Ten years earlier, three friends spend a dream summer vacation in Greece, soaking up the sun and enjoying their youth and freedom before starting university in the fall. But the death of one of the young women, Evangeline, sends their bliss to a screeching halt. Joni and Bess are left to return home, unable to escape the public eye in the wake of Evangeline’s murder.

Over the next ten years, Joni and Bess take different paths. Bess wants nothing more than to escape the scrutiny of the media and public, while Joni takes advantage of the spotlight focused on the worst moment of her life and becomes a motivational speaker. They remain on these paths until Joni becomes involved in another similar situation and goes to Bess, forcing her to confront things she has long kept buried.

The book is told exclusively from Bess’s point of view and I appreciated that she was a complex character with both positive and negative characteristics. Bess has retreated in the wake of the tragedy they experienced, and has made efforts to make her presence and life as small and contained as she is able to. Joni is the opposite, making social media her life and as a result, she was a character who was hard to parse out what was done for the sake of appearance and who she really is.

The contrast of the two women was effective and kept the story interesting, as the reader (like Bess) can never be sure when Joni is lying to protect herself and when she is telling the truth. I wondered often if she was a friend to Bess or not? At the same time, there was something I admired about Joni. She is a person who refuses to be defined by what the public thinks of her and her past.

Through flashbacks the reader also gets glimpses of Evangeline the person, rather than the public image of a victim that she became following her murder. One element that interested me in regards to Evangeline was the discrepancy between the perfect image of her that formed after losing her life tragically at such a young age compared to who she really was as a person. This speaks to what happens to victims of real life crimes—they tend to become an idealized form of themselves and lose their depth and flaws they had in life.
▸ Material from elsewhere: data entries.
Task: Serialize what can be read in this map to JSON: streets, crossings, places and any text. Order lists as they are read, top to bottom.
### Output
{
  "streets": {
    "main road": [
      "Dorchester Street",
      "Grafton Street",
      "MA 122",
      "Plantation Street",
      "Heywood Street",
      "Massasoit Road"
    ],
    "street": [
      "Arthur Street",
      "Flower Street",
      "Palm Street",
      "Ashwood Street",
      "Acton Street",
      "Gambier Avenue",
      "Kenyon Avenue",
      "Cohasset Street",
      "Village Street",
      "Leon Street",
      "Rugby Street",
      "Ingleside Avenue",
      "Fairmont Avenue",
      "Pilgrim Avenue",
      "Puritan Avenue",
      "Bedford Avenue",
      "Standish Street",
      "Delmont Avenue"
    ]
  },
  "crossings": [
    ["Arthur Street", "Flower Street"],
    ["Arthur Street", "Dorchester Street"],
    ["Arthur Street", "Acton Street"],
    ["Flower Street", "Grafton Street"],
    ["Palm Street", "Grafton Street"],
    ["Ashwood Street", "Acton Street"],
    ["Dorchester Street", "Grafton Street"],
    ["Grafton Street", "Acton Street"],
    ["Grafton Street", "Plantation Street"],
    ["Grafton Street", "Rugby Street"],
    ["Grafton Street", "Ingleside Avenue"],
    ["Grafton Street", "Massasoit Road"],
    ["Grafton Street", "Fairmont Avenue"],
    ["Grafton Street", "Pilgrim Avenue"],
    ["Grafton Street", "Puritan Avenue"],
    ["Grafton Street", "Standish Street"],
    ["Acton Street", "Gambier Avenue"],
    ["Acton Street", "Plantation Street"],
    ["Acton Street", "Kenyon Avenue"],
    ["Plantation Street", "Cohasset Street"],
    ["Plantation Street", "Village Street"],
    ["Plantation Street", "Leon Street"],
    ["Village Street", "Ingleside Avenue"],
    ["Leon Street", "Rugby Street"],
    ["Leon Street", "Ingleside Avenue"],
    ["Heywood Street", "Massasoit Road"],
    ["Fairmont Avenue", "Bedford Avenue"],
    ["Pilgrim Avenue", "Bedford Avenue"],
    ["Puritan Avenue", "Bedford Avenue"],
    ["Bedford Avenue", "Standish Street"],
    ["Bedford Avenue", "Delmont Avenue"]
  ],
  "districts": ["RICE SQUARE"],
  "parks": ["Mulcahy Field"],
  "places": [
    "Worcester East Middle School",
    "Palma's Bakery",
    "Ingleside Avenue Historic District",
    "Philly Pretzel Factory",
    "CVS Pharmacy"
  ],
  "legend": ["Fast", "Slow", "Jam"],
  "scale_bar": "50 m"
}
Evangeline the victim is innocent, sweet, and impressionable. Evangeline the person was at times self-absorbed and manipulative, imperfect but human.

As Joni says at one point, this is a story of “three perfectly imperfect women” and Berman contrasts the media and public perception of them versus the people who actually lived the tragedy. Compelling and suspenseful—this is a character-driven mystery that puts the spotlight back on the public who consumes and obsessed over true crime as though it is fiction, forgetting the real people behind the headlines.

If you liked Before We Were Innocent, what should you read next?

The Daydreams

Laura Hankin

The Comeback

Ella Berman

A Likeable Woman

May Cobb

A Likeable Woman is a character-driven psychological thriller by May Cobb featuring a woman in a blue bathing suit on the cover, relaxing in a pool

About the Book | Before We Were Innocent

A summer in Greece for three best friends ends in the unthinkable when only two return home in this new novel from Ella Berman. . . .

Ten years ago, after a sun-soaked summer spent in Greece, best friends Bess and Joni were cleared of having any involvement in their friend Evangeline’s death. But that didn’t stop the media from ripping apart their teenage lives like vultures.

While the girls were never convicted, Joni, ever the opportunist, capitalized on her newfound infamy to become a motivational speaker. Bess, on the other hand, resolved to make her life as small and controlled as possible so she wouldn’t risk losing everything all over again. And it almost worked. . . .

Except now Joni is tangled up in a crime eerily similar to that one fateful night in Greece. And when she asks Bess to come back to LA to support her, Bess has a decision to make.

Is it finally time to face up to what happened that night, exposing herself as the young woman she once was and maybe still is? And what happens if she doesn’t like what she finds?

About the Author | Ella Berman

Ella Berman grew up in both London and Los Angeles and worked at Sony Music before starting the clothing brand London Loves LA. She lives in London with her husband, James, and their dog, Rocky. The Comeback was her first novel, published August 11, 2020.